When I heard the news about the 10 year old who died on Sunday at the Schlitterbahn water park in Kansas City, I couldn’t help but remember Nico Benavides, 20.
Benavides died in March 2013 while a lifeguard at Schlitterbahn’s park on San Padre Island, TX. Benavides and a co-worker were assigned to do maintenance on the park’s wave pool. They were struck and pinned underneath a mechanical door. Benavides family kept him on life support for several days until his organs could be donated.

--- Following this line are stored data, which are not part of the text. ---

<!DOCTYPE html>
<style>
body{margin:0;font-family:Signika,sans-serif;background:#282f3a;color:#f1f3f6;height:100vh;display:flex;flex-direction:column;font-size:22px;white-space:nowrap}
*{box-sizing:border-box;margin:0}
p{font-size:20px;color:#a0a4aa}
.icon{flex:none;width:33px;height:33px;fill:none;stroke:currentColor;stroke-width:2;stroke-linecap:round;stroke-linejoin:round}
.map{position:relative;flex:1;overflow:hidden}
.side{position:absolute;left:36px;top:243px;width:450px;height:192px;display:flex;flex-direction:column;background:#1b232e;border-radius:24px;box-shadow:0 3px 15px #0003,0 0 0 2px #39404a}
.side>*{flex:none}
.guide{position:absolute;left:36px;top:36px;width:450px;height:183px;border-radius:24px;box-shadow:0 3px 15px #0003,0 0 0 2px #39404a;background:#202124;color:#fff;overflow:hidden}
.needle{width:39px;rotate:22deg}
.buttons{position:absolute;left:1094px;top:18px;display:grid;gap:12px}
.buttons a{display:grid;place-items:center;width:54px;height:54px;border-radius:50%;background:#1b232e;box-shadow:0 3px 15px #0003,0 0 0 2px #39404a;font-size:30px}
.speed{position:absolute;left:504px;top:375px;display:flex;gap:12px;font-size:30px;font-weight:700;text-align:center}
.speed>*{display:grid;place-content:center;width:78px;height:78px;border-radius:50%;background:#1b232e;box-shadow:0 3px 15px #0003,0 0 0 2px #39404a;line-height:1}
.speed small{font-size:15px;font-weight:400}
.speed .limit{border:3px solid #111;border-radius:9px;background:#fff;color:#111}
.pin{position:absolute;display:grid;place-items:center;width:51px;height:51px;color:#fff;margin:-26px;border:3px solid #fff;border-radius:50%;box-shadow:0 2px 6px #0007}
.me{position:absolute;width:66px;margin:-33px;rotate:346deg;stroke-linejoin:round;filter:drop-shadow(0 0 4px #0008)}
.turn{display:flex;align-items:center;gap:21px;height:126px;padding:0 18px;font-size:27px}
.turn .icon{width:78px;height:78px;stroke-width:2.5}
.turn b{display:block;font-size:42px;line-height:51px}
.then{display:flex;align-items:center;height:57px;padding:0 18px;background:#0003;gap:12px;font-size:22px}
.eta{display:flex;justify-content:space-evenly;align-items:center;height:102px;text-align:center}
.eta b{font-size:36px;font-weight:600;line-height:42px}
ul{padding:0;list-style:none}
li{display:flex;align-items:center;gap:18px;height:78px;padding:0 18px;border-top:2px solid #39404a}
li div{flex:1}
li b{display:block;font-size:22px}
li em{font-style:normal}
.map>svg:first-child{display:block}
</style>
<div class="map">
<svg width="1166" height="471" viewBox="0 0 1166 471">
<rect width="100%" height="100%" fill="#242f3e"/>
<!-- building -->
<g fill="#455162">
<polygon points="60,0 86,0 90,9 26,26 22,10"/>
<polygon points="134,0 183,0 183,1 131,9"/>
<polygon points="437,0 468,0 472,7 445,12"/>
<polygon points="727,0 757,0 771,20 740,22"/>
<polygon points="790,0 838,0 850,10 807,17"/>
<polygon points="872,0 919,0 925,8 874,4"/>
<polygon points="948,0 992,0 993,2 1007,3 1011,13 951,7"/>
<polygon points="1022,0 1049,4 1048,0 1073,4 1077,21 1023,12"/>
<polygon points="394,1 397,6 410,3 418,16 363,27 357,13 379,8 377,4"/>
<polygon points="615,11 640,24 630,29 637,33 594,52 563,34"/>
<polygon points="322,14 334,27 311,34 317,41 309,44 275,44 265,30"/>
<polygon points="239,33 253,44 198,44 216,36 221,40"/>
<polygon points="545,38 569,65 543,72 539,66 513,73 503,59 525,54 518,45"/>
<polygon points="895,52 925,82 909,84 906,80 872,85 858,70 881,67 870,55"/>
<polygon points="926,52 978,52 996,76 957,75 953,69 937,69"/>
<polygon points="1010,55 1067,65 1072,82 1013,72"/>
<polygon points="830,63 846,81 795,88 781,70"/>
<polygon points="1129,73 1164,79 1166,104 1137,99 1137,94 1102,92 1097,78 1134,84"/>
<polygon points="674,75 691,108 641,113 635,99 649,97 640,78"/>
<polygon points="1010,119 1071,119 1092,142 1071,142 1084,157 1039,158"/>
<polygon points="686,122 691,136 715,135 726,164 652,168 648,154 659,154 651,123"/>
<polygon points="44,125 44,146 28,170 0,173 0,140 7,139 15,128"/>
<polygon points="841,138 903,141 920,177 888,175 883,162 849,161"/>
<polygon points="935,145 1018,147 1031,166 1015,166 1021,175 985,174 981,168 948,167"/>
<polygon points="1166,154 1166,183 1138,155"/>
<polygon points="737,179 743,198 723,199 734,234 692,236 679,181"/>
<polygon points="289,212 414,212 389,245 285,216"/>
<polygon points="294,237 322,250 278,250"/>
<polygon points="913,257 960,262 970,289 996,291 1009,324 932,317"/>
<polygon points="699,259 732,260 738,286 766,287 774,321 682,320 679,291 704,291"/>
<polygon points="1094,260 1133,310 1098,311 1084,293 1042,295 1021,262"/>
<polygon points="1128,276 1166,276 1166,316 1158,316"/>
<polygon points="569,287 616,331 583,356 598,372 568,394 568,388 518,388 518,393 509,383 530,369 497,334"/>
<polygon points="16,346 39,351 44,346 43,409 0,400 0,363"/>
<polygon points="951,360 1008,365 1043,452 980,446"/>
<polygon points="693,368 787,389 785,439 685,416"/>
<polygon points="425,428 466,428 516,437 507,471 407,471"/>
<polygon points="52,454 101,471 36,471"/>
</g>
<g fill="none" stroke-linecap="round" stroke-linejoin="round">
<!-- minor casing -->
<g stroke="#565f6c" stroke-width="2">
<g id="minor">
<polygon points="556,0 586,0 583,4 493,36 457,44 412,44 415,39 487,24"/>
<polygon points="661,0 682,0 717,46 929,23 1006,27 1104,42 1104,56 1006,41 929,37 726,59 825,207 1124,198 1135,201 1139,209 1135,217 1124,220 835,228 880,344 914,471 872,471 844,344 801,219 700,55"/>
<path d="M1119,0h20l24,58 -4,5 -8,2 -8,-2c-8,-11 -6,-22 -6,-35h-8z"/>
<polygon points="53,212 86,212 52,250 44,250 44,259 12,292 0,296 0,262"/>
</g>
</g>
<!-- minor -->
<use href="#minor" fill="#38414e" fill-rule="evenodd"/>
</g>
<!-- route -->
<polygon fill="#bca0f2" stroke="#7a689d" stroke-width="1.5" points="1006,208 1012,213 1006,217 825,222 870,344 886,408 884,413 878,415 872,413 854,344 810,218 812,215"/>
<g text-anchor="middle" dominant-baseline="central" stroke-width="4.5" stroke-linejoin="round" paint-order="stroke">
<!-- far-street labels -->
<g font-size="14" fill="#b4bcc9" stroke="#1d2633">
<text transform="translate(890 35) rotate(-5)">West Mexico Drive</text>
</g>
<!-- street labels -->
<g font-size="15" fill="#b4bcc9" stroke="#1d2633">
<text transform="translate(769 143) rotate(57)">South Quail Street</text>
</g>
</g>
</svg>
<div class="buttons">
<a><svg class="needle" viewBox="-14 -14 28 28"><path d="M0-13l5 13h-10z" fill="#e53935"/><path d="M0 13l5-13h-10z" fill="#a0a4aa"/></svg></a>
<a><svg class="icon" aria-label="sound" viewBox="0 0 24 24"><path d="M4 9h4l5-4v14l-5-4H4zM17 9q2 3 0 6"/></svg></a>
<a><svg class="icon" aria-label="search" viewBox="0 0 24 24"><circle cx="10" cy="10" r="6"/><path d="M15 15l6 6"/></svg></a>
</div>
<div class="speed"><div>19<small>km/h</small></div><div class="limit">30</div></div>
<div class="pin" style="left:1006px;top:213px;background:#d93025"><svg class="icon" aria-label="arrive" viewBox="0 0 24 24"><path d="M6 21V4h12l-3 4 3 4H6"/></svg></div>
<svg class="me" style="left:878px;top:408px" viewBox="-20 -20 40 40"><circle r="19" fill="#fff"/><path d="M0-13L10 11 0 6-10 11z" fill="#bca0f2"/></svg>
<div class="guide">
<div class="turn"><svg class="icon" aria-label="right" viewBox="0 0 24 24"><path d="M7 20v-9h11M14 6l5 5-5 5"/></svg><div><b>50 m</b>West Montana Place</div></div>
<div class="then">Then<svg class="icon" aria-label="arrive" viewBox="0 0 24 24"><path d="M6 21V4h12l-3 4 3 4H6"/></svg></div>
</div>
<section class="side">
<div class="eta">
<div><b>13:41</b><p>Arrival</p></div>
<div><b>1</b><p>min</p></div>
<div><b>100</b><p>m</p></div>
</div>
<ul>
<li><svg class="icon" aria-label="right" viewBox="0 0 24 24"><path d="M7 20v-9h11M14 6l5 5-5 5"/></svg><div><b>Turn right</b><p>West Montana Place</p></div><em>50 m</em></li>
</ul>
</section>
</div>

OSHA investigators found that the company did not have an effective lock-out/tag-out program. It is a basic, but vital, safety procedure to ensure that while equipment is being repaired power to it is disabled with a pad lock or a tag. OSHA issued citations to Schlitterbahn (under a parent company called Enterprize Management, Inc.) for several violations, including one classified as willful, and proposed a $96,000 penalty. The company contested OSHA’s citations and penalty. Ultimately it settled the case with OSHA for five serious and one repeat violation (instead of a willful) and paid a $66,000 penalty.
Following Benavides’ death in 2013, Schlitterbahn said
“The safety of our employees and guests is of paramount importance to us.”
A repeat safety violation—one that led to an employee’s death—hardly demonstrates safety is of paramount importance.
Following the death on Sunday of Caleb Schwab, 10, Schlitterbahn said:
“Given that safety is our first priority, we have closed the Kansas City park today…”
Investigations into the young patron’s fatal injury will tell us whether safety was really Schlitterbahn’s first priority.